I looked towards the clouds today and for a moment saw your face. I wondered just where you have gone, with hope it's a better place. Did you show yourself to me today to tell me you're alright? or was it just a daydream playing tricks upon my sight? I will always feel the void inside because you are not here but each new thought you send my way lets me know that you are near. So until my journey nears its end and I hear the angels sing, I'll face each new day as it comes and live off the love you bring. Love and miss you so much - Ann xxxx
The years will fall like autumn leaves upon his memory.
The touch of Time will ease the heartache, gently, tenderly...
It cannot always be like this; the agony will cease.
And I, resigned, shall find at last - my healing and my peace.
There comes a time when grief must end and sorrow pass away.

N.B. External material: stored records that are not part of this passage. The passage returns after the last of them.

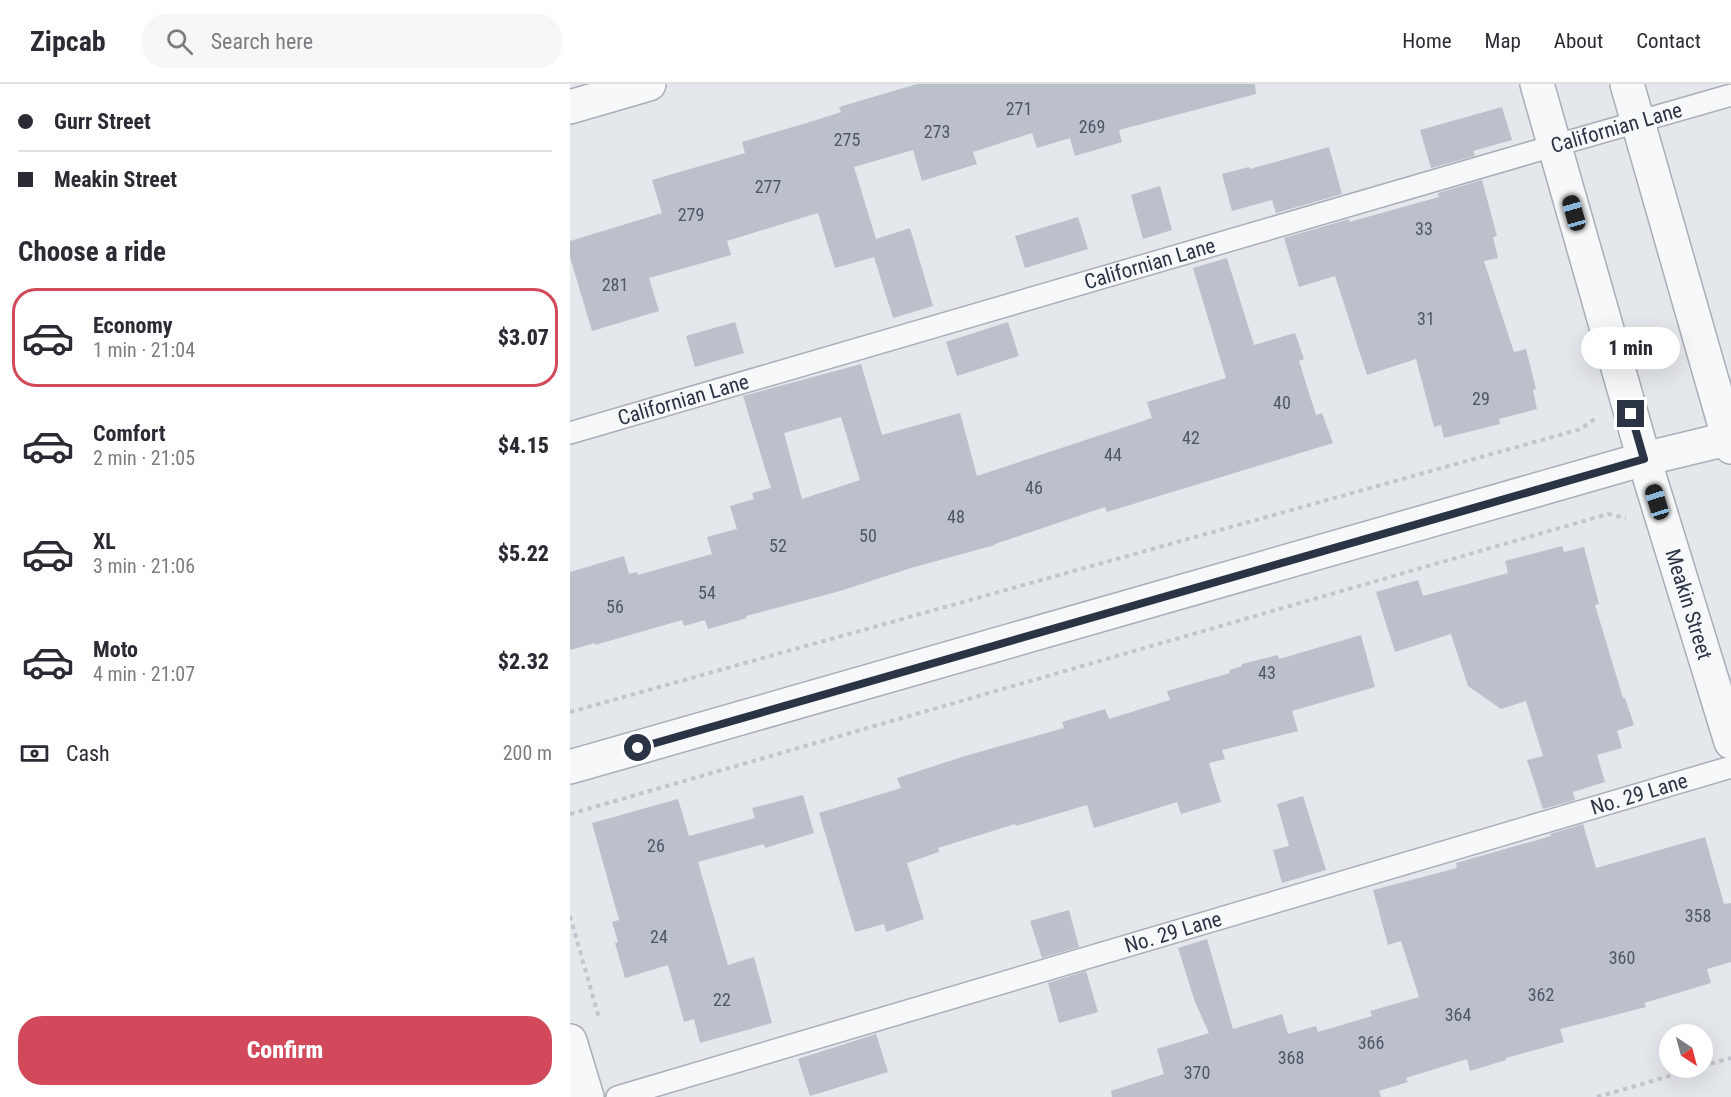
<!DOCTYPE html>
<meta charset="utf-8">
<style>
:root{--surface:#fff;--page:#f7f7f7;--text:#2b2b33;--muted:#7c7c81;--line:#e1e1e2;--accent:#d1495b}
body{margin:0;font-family:"Roboto Condensed",sans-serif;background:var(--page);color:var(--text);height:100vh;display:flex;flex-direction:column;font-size:22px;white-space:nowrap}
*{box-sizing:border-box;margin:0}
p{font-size:20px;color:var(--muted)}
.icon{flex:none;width:33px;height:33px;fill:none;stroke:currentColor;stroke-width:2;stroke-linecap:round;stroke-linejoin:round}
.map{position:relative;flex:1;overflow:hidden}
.panel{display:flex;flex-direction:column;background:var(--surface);width:570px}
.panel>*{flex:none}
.banner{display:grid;align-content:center;height:132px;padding:0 18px;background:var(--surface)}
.needle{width:39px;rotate:144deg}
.fabs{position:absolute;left:1089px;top:940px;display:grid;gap:12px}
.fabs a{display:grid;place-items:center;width:54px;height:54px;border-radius:50%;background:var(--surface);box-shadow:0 6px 24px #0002;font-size:30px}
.end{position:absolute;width:27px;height:27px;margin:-14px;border:8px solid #2b3445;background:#fff;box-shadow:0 0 0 3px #fff}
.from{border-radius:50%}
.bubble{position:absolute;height:42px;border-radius:21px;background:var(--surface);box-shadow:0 6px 24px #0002;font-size:20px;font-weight:800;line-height:42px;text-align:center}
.car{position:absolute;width:18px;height:36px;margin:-18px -9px;border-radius:8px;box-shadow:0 0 4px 2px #0007;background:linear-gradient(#222 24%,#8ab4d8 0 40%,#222 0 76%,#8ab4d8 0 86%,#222 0)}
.banner b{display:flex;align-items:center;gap:21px;height:57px;font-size:22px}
.banner b+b{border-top:2px solid var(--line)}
.banner i{width:15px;height:15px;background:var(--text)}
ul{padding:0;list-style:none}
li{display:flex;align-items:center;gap:18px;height:99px;margin:0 12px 9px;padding:0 6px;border:3px solid transparent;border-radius:24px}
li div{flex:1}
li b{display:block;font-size:22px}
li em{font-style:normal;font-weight:800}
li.on{border-color:var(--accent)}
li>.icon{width:54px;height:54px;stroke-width:1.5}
h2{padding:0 18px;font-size:27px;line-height:72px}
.pay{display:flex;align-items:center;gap:15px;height:66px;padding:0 18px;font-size:22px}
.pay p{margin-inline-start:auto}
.action{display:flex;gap:12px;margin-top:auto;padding:12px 18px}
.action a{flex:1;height:69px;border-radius:24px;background:var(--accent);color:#fff;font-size:24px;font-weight:800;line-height:69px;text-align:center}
header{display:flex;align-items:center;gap:36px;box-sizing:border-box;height:84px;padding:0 30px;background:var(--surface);border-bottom:2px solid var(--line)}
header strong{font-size:28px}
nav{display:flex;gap:33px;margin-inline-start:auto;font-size:21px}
.search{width:420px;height:54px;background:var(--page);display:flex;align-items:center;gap:15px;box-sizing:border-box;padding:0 21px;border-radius:24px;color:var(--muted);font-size:22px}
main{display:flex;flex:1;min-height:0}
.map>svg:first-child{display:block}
.building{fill:#bbc0ca;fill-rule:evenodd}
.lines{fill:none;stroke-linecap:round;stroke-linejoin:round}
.service-casing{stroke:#a9aeb7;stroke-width:24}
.minor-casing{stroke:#a9aeb7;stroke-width:36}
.tertiary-casing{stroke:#a9aeb7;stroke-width:36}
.path{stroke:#c2c5cb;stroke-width:4;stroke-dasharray:4.5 4.5;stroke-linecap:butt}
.service{stroke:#f7f8fa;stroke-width:21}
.minor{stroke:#f7f8fa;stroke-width:33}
.tertiary{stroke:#f7f8fa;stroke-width:33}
.route{stroke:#2b3445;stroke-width:8}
.labels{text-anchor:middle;stroke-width:4.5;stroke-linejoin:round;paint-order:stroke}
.number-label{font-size:18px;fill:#4f5766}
.street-label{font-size:21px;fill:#2b3445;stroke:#f4f6f9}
</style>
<header>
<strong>Zipcab</strong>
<div class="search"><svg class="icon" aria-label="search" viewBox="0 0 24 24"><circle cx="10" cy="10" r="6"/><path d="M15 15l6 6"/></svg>Search here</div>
<nav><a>Home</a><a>Map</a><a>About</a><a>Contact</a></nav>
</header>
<main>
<section class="panel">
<div class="banner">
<b><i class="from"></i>Gurr Street</b>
<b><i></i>Meakin Street</b>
</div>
<h2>Choose a ride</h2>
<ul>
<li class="on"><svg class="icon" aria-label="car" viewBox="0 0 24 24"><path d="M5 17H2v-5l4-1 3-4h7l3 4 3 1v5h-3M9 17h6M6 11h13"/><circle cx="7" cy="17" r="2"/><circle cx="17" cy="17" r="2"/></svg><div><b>Economy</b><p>1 min · 21:04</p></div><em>$3.07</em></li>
<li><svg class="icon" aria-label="car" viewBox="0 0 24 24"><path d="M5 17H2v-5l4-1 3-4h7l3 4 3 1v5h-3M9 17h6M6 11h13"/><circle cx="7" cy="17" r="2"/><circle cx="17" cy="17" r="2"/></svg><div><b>Comfort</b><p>2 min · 21:05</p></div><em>$4.15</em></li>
<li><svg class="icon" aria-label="car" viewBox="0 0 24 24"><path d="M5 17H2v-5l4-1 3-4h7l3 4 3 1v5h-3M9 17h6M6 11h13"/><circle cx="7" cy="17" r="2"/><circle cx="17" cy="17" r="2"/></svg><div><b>XL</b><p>3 min · 21:06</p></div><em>$5.22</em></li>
<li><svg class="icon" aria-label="car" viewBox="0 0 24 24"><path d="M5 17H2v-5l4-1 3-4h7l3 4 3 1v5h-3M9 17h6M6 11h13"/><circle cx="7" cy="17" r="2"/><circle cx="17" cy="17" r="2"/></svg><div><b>Moto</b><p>4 min · 21:07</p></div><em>$2.32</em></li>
</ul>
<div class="pay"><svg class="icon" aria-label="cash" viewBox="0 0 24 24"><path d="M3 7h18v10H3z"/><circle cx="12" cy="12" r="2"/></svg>Cash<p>200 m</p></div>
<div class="action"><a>Confirm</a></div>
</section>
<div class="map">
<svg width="1161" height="1013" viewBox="0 0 1161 1013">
<rect width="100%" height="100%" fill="#e4e7ec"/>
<path class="building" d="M347 0H685L686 10 549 46 552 58 505 72 500 54 467 64 462 49 403 68 407 80 352 97 343 66 284 83 306 155 340 144 363 222 323 234 304 173 265 184 248 129 157 157 161 171 79 194 89 227 22 247 0 173V157L92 129 82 96 175 69 172 58 240 38 271 28 269 23Z
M932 23 942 56 903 67 905 72 861 84 850 46Z
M759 63 772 110 706 129 702 116 662 127 652 90 679 83 680 85Z
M912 96 927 152 923 153 928 174 914 177 944 268 956 265 966 305 963 306 967 325 929 335 930 340 874 354 871 341 864 343 846 275 797 291 765 192 729 203 714 154 779 135V138L869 113 868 109Z
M590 102 602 146 573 155 561 111Z
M508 133 518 165 455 184 445 152Z
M657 174 684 261 725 249 734 275 729 277 746 331 752 329 763 359 537 428 535 423 425 460V461L341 484 270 507 176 532 177 534 138 545 135 536 114 542 112 536 25 561V559L0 566V488L54 472 59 490 67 488 68 491 142 470 137 453 167 445 160 422 184 415 182 409 201 404 173 312 291 280 312 351 390 329 407 392 582 334 577 318 656 294 623 184ZM271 333 290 396 232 415 214 349Z
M165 238 174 269 125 283 116 252Z
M438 238 449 272 387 292 376 258Z
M992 462 994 468 1014 463 1029 520 1025 521 1053 614H1055L1064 641 1047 647 1052 664 1027 671 1035 698 1003 708 1005 716 973 725 957 676 973 672 956 617 931 625 898 602 881 550 825 568 806 508 848 496 853 512 938 489 935 477Z
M791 551 805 603 722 627 728 647 652 666 655 675 639 679 651 718 611 730 607 718 524 744 517 721 446 742 445 740 368 764 369 768 337 779 354 835 316 848 314 840 285 848 249 729 331 704 327 694 395 672 494 644 492 638 535 625 539 635 600 616 597 607 660 589 659 586 672 582V580L708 571 709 575Z
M233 711 244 749 195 764 194 760 128 778 158 881 184 873 202 939 130 959 124 935 114 938 98 881 55 894 45 859 48 858 42 838 49 836 22 739 108 715 119 752 185 734 182 724Z
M733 712 756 786 712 799 703 766 719 762 707 720Z
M1013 740 1026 784 1135 753 1154 820 1161 819V878L1137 885 1141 899 1074 919 1076 923 990 945 994 958 936 974V976L900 987 897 975 836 994 838 998 809 1007 811 1013H542L541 1007 594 990 587 965 639 949 625 918 608 864 637 855 663 945 712 930 718 950 746 942 748 948 802 932 800 927 849 913 831 857 818 861 803 806 887 784 886 779 981 752 980 750Z
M499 826 509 863 472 874 460 837Z
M516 887 528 928 489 939 478 899Z
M306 950 318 988 240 1012 228 975Z"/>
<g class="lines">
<defs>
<g id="service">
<path id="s1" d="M0 349 959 69 1161 11"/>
<path id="s2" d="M47 1013 1161 683"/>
</g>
<g id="minor">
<path id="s3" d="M967 0 1074 375 1161 658"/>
<path d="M1057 0 1161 363"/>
<path d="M0 683 1074 375 1161 354"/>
<path d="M0 957 17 1013"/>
</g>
<path id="tertiary" d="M0 23 79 0"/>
</defs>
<use href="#service" class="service-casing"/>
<use href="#minor" class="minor-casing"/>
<use href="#tertiary" class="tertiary-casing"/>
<path class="path" d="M0 628 1011 345 1026 334
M0 730 1038 430 1056 434
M0 832 29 934
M1132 982 1161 974
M1027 1013 1127 984"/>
<use href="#service" class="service"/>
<use href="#minor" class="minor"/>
<use href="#tertiary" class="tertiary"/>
</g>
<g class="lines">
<path class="route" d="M68 664 1074 375 1061 330"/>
</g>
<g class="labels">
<g class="number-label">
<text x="449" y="31">271</text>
<text x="522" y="49">269</text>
<text x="367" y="54">273</text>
<text x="277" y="62">275</text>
<text x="198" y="109">277</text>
<text x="121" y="137">279</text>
<text x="854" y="151">33</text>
<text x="45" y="207">281</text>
<text x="856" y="241">31</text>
<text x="911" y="321">29</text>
<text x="712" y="325">40</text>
<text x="621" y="360">42</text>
<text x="543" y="377">44</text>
<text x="464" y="410">46</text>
<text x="386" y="439">48</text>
<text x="298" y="458">50</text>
<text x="208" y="468">52</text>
<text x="137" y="515">54</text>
<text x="45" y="529">56</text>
<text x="697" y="595">43</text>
<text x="86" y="768">26</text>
<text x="1128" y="838">358</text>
<text x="89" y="859">24</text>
<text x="1052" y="880">360</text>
<text x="971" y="917">362</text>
<text x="152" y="922">22</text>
<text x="888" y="937">364</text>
<text x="801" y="965">366</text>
<text x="721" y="980">368</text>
<text x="627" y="995">370</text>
</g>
<g class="street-label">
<text dy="7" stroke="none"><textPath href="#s1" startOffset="1090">Californian Lane</textPath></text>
<text dy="7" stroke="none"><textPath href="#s1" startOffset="604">Californian Lane</textPath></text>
<text dy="7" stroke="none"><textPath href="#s1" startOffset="118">Californian Lane</textPath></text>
<text dy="7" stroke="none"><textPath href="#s3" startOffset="542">Meakin Street</textPath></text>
<text dy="7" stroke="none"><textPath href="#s2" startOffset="1066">No. 29 Lane</textPath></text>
<text dy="7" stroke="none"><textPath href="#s2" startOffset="580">No. 29 Lane</textPath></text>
</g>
</g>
</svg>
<div class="fabs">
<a><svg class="needle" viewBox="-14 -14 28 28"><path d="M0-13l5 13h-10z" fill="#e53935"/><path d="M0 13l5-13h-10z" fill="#7c7c81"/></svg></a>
</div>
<i class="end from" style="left:68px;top:664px"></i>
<i class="end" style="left:1061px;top:330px"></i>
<div class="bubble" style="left:1011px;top:243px;width:99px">1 min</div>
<i class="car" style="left:1004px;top:129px;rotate:344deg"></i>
<i class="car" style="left:1087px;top:418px;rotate:343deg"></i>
</div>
</main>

Never will he be forgotten - but there'll come a day -
when I shall remember him without a stab of pain -
happy in the secret knowledge that we'll meet again.
(Patience Strong)
Missing you Brian .....
As angels keep their watch up there I please ask God to let you know, that I down here do not forget I loved you and miss you so. Forever in my heart xxx
Missing you...
Hello Dad,
Well not one second goes by that I don't think about you and miss you, sometimes I sit here and wonder what you are doing and if you're ok. I still have moments when I think it hasn't sunk in yet that you are gone but I know that you are out of pain and you're suffering has gone.
I hope that you are smiling down on us and I know you are our guardian angel now forever.